E anche se, alla vista di queste case “arroccate”, è legittimo chiedersi quale possa essere stato il motivo che spinse i primi cittadini ad andare ad abitare in un luogo così impervio e difficile diventato il capoluogo di provincia diù alto d'Italia: la risposta è che la città di Enna, in verità, ha un grande carattere: è un luogo che vuole essere scoperto solo da chi ha realmente la voglia di farlo.



Vivere su di un acrocoro, su un “pizzo” di montagna, d’altronde non è cosa semplice ma le difficoltà di questa scelta sono state superate da un vantaggio, che in antichità era quello difensivo: la città, descritta da diversi autori del periodo islamico come una sorta di settima meraviglia del mondo medievale mediterraneo, rappresentò infatti per secoli un nodo strategico ed inespugnabile della Sicilia militare.

A raccontarci il forte carattere di questo borgo medievale protetto dall'altezza delle montagne è lo studioso antropogeografo e consulente ambientale Giuseppe Maria Amato, nato a Palermo ma residente per scelta ad Enna ormai da diversi anni:

«Enna è “lupucuvia”, è difficile, chiusa, non si mostra al primo sguardo, entrante e vi accoglie con una piazza grande regolare, dominata dalla mole di una chiesa quasi fortezza, ma non vi mostra il suo cuore - racconta Giuseppe.

Per vedere il Duomo, il luogo in cui è custodita la passione degli ennesi per la Patrona, la Madonna della Visitazione o meglio “Marì”, dovete inerpicarvi e attraversare per almeno un buon chilometro il tessuto dell’urbano antico per sbucare di colpo al cospetto dell’imponente torrione barocco della Matrici».

Una città, quindi, silente per protezione e per sacralità, lontana dal rumore delle città portuali, costiere, una città chiusa, indisponibile, misteriosa ma anche il cuore al centro dell’isola, un luogo capace di aprirsi per gigantesche fiere che un tempo richiamavano lassù migliaia di pastori, contadini, commercianti.

«Enna è composta anche dalle sue feste, la lunga e sentitissima settimana santa, seconda solo a quella di Siviglia, con migliaia di confratelli di ben 16 confraternite, culminante nella lunghissima e silenziosa processione del venerdì santo in gran parte effettuata per le strade del centro storico alla tremolante luce delle torce o la più festosa festa della Madonna della Visitazione, la patrona maggiore della città, con la processione principale il 2 di luglio».

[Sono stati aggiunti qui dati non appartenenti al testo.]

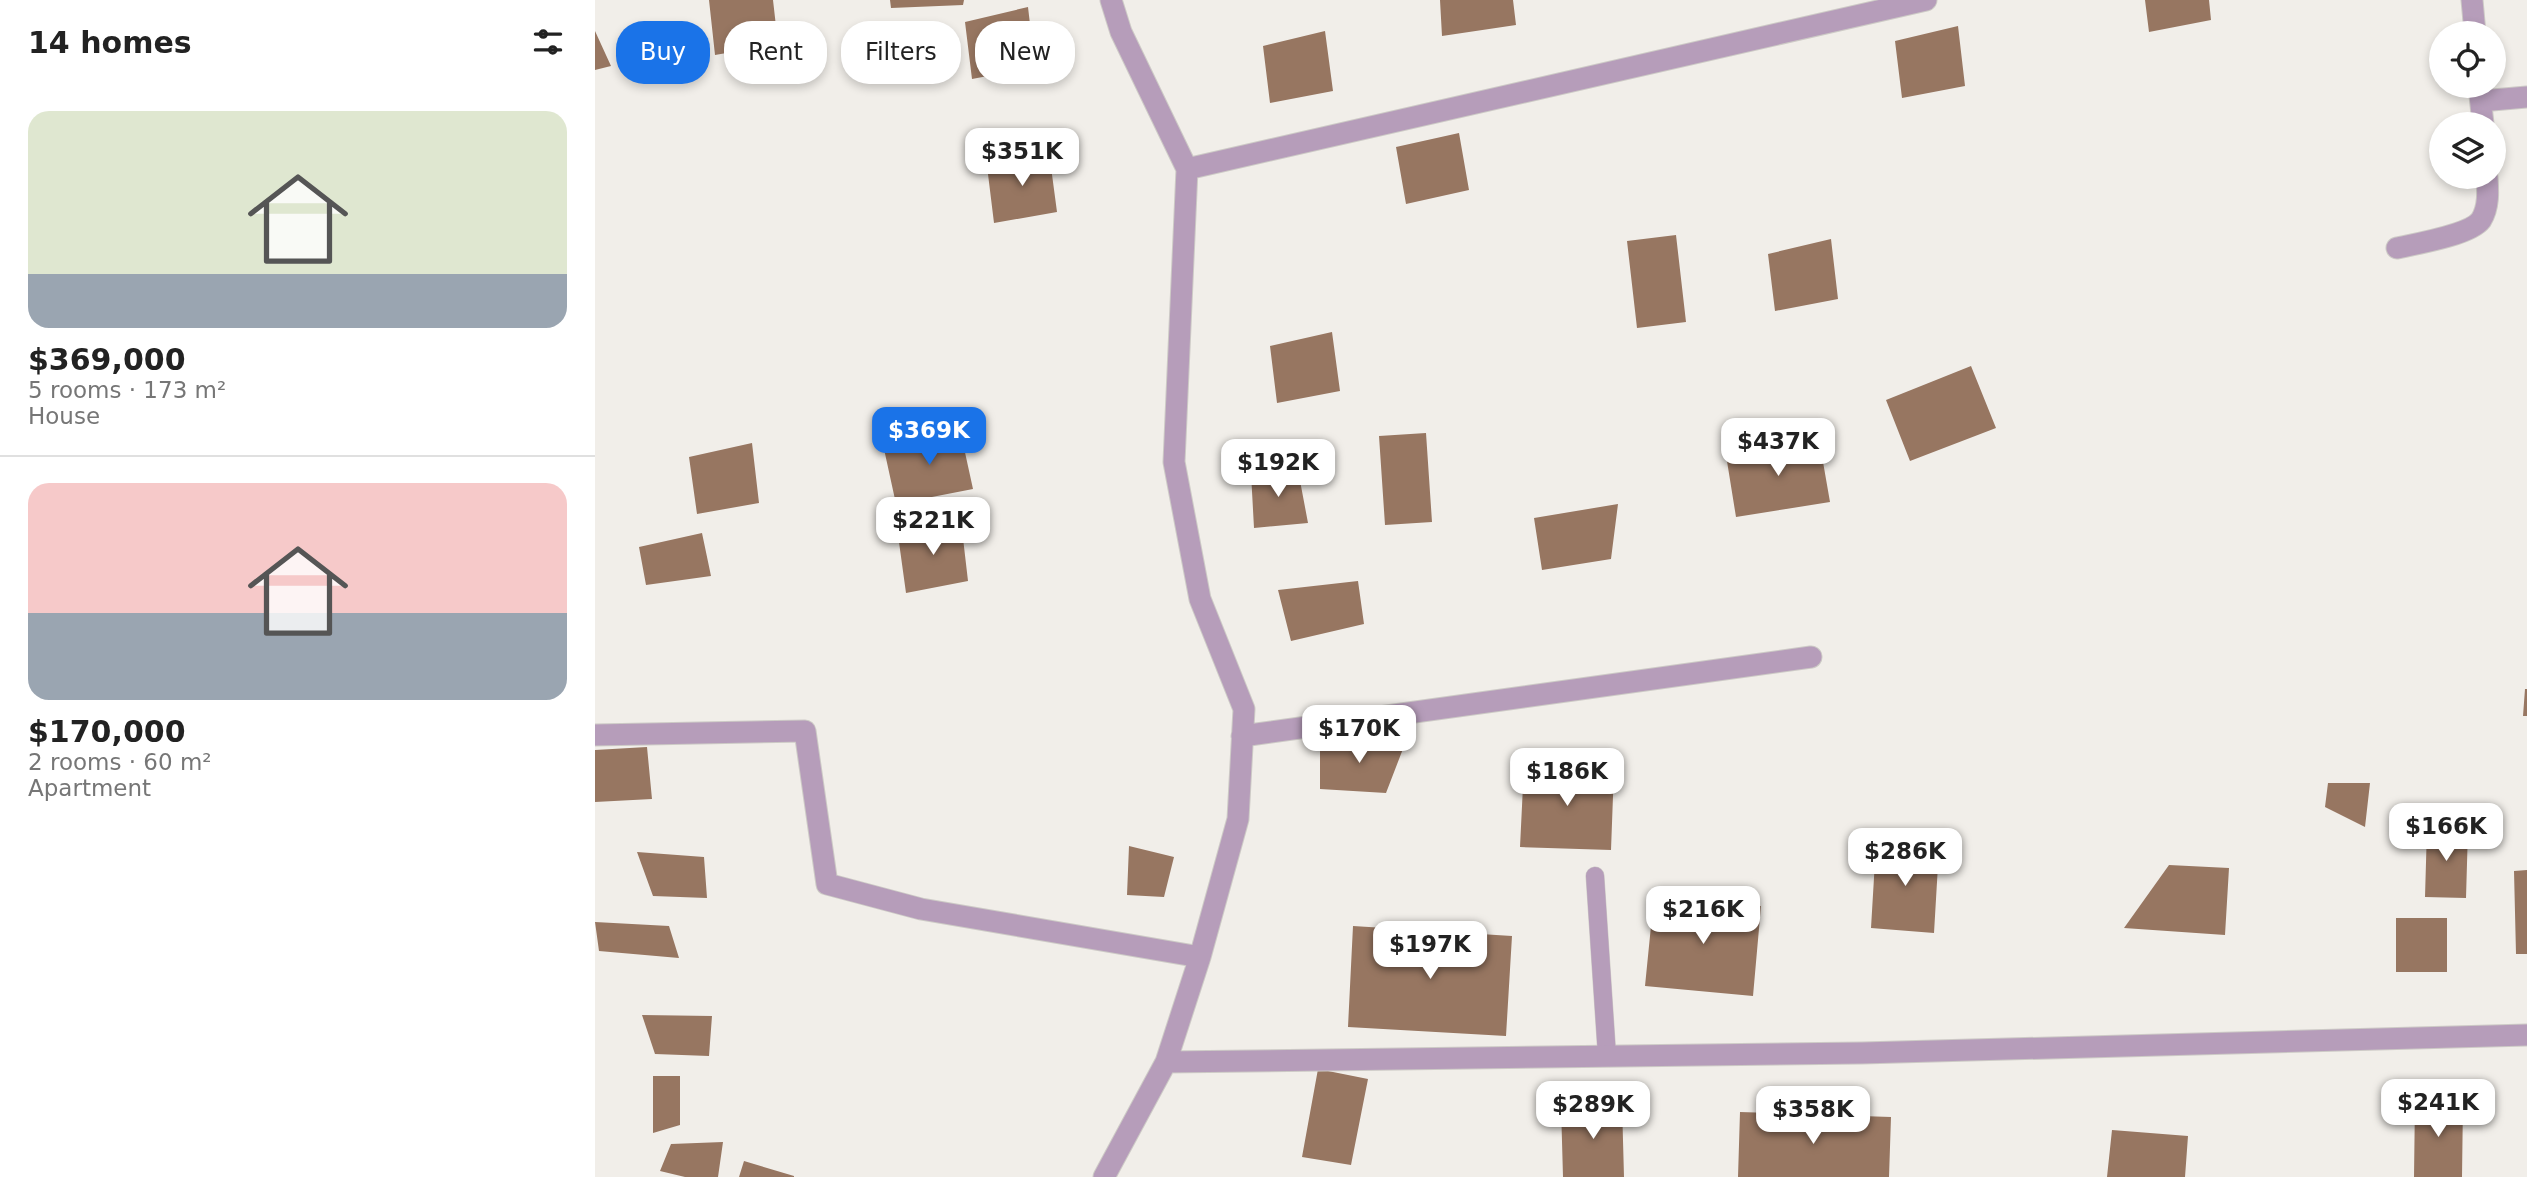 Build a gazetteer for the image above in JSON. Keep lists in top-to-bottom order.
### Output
{
  "page": {
    "heading": "14 homes",
    "chip": [
      "Buy",
      "Rent",
      "Filters",
      "New"
    ],
    "list": [
      {
        "name": "$369,000",
        "note": "5 rooms · 173 m² · House"
      },
      {
        "name": "$170,000",
        "note": "2 rooms · 60 m² · Apartment"
      }
    ],
    "price": [
      "$351K",
      "$369K",
      "$437K",
      "$192K",
      "$221K",
      "$170K",
      "$186K",
      "$166K",
      "$286K",
      "$216K",
      "$197K",
      "$241K",
      "$289K",
      "$358K"
    ]
  }
} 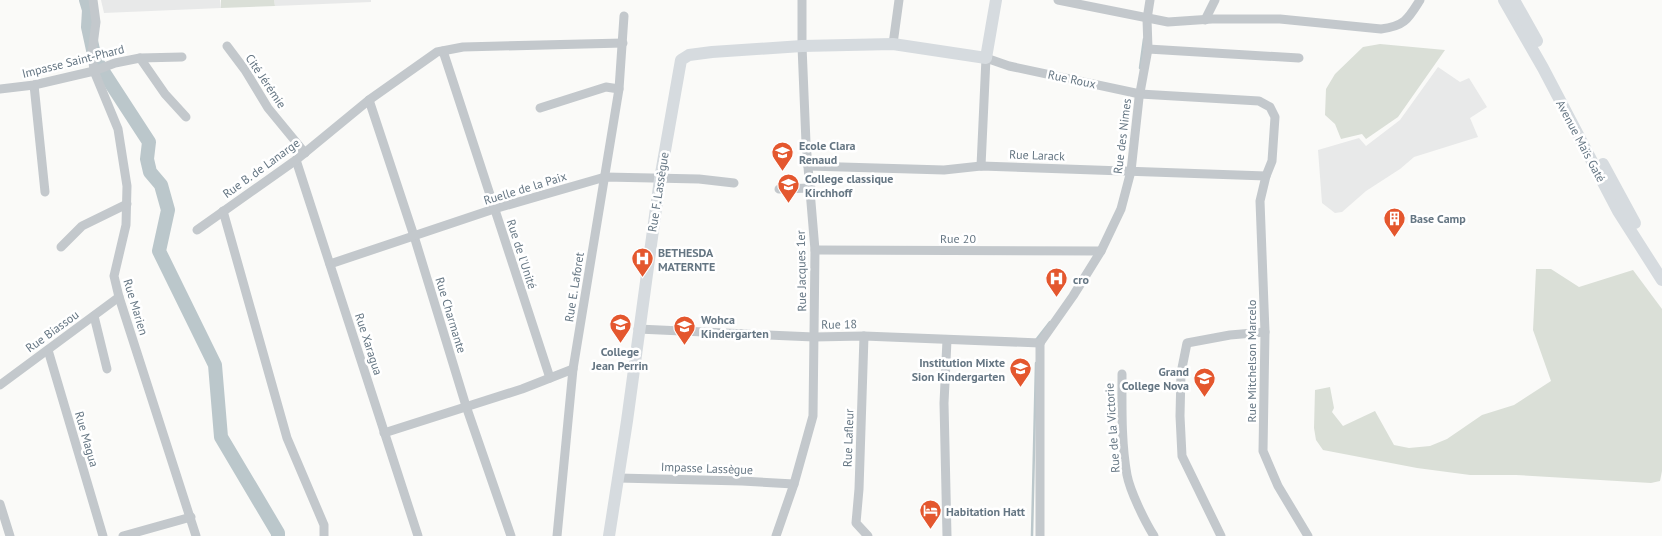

Ma oltre alle ricorrenze del paese, e ai panorami mozzafiato che la sua altitudine regala ai suoi visitatori, Enna è anche sede di importanti riconoscimenti internazionali, quali ad esempio lo status di Geopark conferitole dall’Unesco per la ricchezza della sua geodiversità.

Squarciato il velo della nebbia e del mistero iniziale, Enna alta è tutta un caloroso centro storico fatto di chiese, case, palazzi, strade e piazze, attraversato da una lunga strada, la via Roma.

«Il tessuto urbano della città è stato quasi interamente realizzato secondo lo schema islamico - continua. Una sola grande strada principale, la sharì, che è la via Roma di oggi, da cui si diramano le vie dei quartieri, le dharb, e da queste a volo volta poi, come fossimo in un gioco di scatole cinesi, si apre il dedalo dei mille cortili, vicoli e vicoletti che fanno la casbah.

Complessivamente posso dire che qui si vive meglio di come si vive in altre parti della Sicilia, non solo interna, Enna è piccola ma è ancora una città, con alti e bassi mantiene un certo profilo, anche se ha perso gran parte dell’appeal che aveva un tempo sui centri vicini, perché come tutta la Sicilia interna vede decrescere pericolosamente il numero dei suoi abitanti, troppi giovani scappano altrove, dalla costa siciliana all’estero, per trovare alternative alla fermissima economia dell’interno.

La città è lenta, poco capace di slanci creativi, per niente avvezza alla innovazione, ancor di meno alla condivisione in rete. L’ultima amministrazione comunale ha saputo dare una bella scossa ma non è riuscita a svegliare del tutto la città dal torpore e dalla estrema personalizzazione.

Le note positive sono legate alla salubrità dell’aria, alla quasi totale mancanza di delinquenza minore e alla facilità dei rapporti umani».